BY CARL-ERIK ISACCSSON
STOCKHOLM, Sweden - The European Union (EU) meeting in Luxembourg December 12-13 with heads of government from EU member states had been touted as a historic meeting that would issue formal invitations to several states in Eastern and Central Europe to join the EU in the coming years. Instead, the debate at the meeting centered largely on another question, the "euro club."

Paris, backed by Bonn, had proposed that the finance ministers of the 11 states that are expected to join the European Monetary Union (EMU) on Jan. 1, 1999, set up a separate forum within the EU to discuss questions concerning the euro, as the projected single currency is called. British prime minister Anthony Blair strongly opposed this scheme, as did the heads of the governments in Denmark, Sweden, and Greece, who demanded that their finance ministers should have the right to participate in these meetings as well.

A face-saving compromise for these governments - the four EU members who have stated that they will not participate in the single currency at the start - was negotiated during the meeting. The wording of the compromise says that the council of all the 15 EU finance ministers shall remain the sole body making economic policy decisions. But it made clear that EMU members will have the last word on the agenda of their forum and on which countries shall take part. All 15 member states are to be allowed to participate when there are matters of common interest on the agenda.
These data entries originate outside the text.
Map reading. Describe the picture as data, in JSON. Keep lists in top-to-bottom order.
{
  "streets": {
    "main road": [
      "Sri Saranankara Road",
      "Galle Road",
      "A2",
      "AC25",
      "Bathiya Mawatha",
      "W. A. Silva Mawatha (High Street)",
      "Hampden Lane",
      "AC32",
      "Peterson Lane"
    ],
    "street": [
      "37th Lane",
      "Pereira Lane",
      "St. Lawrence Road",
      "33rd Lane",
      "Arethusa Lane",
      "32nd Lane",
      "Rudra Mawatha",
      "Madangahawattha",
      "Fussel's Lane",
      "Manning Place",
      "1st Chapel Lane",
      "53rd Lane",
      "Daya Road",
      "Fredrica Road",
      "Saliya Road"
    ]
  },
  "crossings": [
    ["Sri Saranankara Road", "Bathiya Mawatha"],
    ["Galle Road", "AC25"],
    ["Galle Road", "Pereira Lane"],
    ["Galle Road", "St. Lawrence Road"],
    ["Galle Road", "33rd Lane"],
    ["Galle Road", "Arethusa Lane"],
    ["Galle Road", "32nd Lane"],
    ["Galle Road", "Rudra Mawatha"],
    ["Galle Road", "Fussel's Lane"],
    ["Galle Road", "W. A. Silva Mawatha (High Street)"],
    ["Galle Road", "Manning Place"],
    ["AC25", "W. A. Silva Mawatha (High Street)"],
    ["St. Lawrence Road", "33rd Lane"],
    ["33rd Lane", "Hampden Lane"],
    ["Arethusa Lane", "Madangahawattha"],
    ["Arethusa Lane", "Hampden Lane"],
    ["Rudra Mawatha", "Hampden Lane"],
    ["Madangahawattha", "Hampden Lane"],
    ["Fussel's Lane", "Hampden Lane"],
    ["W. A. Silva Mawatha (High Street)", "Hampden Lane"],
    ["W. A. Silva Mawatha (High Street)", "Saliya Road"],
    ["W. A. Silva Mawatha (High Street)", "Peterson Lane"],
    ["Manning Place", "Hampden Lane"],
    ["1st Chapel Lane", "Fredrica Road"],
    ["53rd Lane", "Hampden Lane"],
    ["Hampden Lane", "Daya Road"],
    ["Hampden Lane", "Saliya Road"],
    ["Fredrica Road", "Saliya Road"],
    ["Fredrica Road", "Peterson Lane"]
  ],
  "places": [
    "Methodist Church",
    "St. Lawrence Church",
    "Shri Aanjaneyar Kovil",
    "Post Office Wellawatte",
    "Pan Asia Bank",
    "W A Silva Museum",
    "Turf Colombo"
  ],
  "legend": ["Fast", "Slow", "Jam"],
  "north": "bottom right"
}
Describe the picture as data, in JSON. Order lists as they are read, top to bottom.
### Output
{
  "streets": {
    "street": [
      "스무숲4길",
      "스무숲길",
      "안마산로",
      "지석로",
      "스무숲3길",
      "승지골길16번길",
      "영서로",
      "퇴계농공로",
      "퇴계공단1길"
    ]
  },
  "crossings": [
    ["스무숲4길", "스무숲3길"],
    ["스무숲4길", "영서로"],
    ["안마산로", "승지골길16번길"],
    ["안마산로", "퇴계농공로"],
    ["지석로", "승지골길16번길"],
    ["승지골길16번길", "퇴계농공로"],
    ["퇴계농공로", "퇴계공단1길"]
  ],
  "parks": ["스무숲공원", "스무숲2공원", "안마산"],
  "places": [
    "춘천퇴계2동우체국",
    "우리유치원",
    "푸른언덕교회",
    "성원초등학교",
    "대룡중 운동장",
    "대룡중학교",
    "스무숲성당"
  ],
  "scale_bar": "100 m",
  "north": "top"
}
The compromise was worked out under threats by the likely EMU members to meet informally outside the EU treaty if the deal were blocked.

Which governments will be allowed to join the EU was also a point of dispute. With Washington's backing, the governments of Sweden and Denmark have been campaigning to start negotiations simultaneously with 11 of the 12 applicants for membership in the EU. The European Commission proposed that membership negotiations should start just with Cyprus, Estonia, Czech Republic, Hungary, Poland, and Slovenia, with the others waiting for a later round. All of the current EU member states have shoved aside the Turkish government's application for membership in the trade block. But Stockholm and Copenhagen wanted to include the governments of Bulgaria, Latvia, Lithuania, Romania, and Slovakia in the initial round of talks. Their campaign is especially focused on having all the Baltic states - Estonia, Latvia and Lithuania -enter the European Union as soon as possible.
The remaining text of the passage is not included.